Just over 19% of kids in a third migraine group – those with chronic migraine, defined as headaches appearing more than 14 days per month for the last 3 months – showed signs of ADHD, compared with just 2.6% of the control group (RR = 7.3; 95% CI, 3.5-15.5).
“A number of risk factors to the association were identified, including male gender, prenatal exposure to tobacco, high headache frequency, and below average school performance,” Dr. Arruda said. “However, we did not find a significant influence of age, race, city density, national region where a child lives, income class, and prenatal exposure to alcohol in the comorbidity of ADHD and migraine in this sample. These results help us to identify risk groups allowing early interventions.”
Regarding an explanation for the links between migraines and ADHD, Dr. Arruda pointed to genetic and epigenetic factors that affect brain neurotransmitters and said he believes that stress and other stimuli could be influencing dopamine and noradrenergic processes.
Dr. Arruda said his next step is to examine whether stimulant drugs – the class used to treat ADHD – may help reduce headaches too.
“My clinical experience strongly indicates that psychostimulants have a highly positive effect on migraine prophylaxis, although headache occurs in the very beginning of the treatment,” Dr. Arruda said. “So, we are looking for financial support to conduct a randomized, double-blind, placebo control study to check this hypothesis.”
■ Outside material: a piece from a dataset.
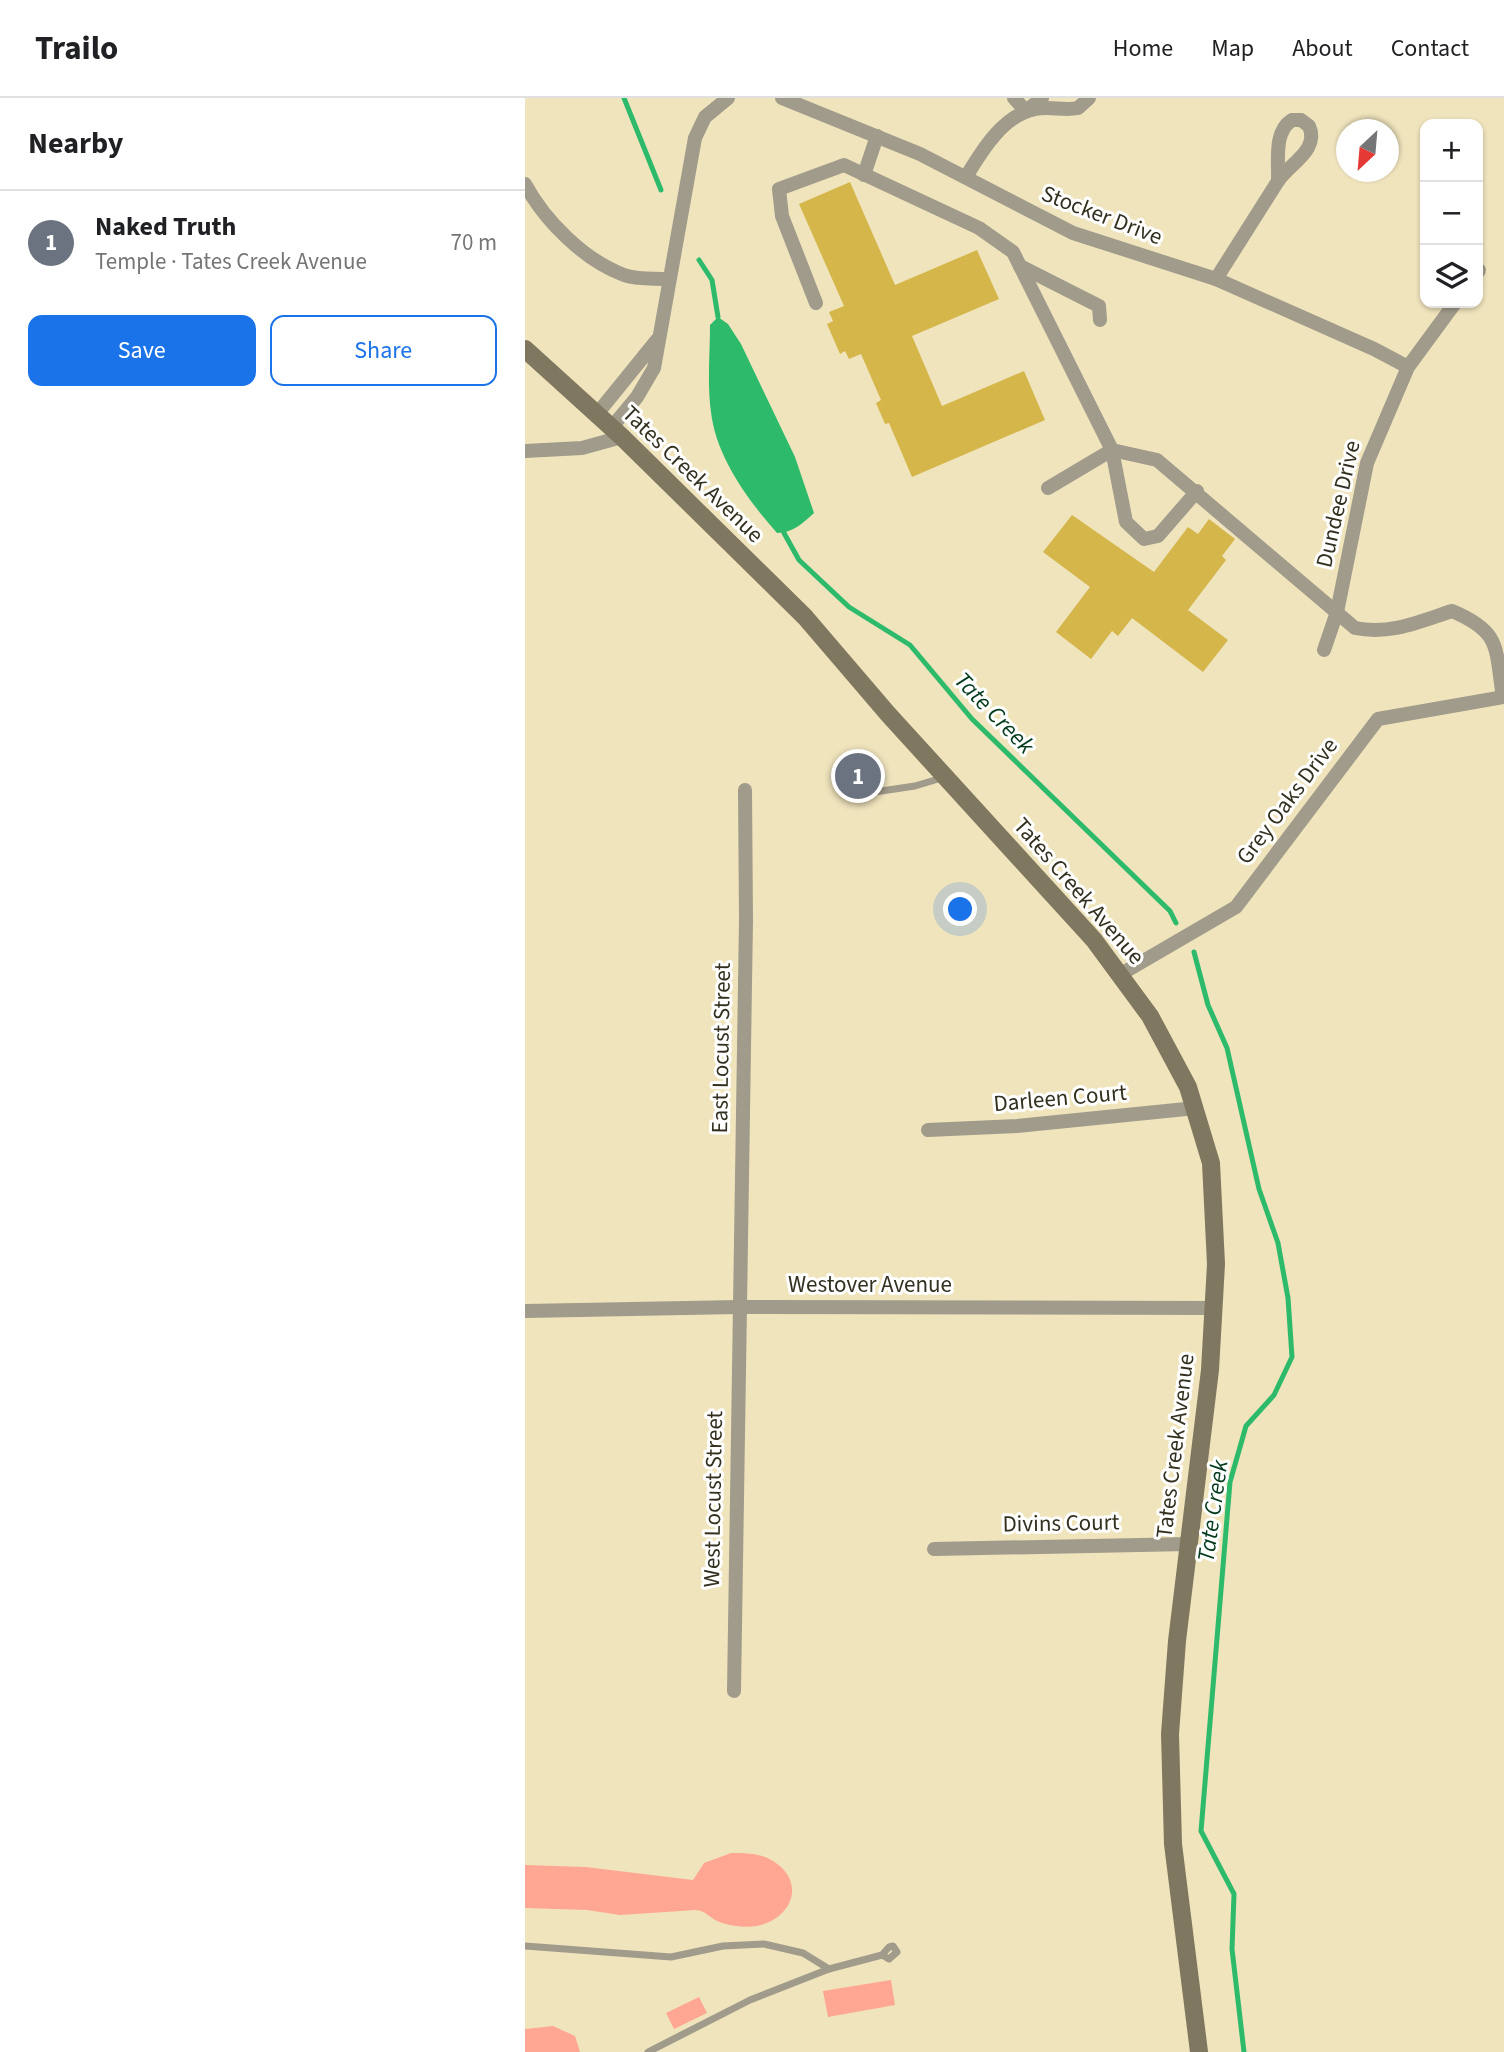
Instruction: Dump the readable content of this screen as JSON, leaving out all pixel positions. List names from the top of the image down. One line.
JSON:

The study received no specific funding, and Dr. Arruda reported no relevant financial disclosures.
AT AAN 2017
Key clinical point: , but there’s no excess risk in children with tension-type headaches.
Major finding: Of children with chronic migraine, 19.4% (0.6% of the total) showed signs of ADHD, vs. 2.6% of the control group (RR, 7.3; 95% CI, 3.5-15.5).
Data source: Surveys of mothers and teachers of 5,671 Brazilian children aged 5-12 years.
Disclosures: The study received no specific funding, and Dr. Arruda reported no relevant financial disclosures.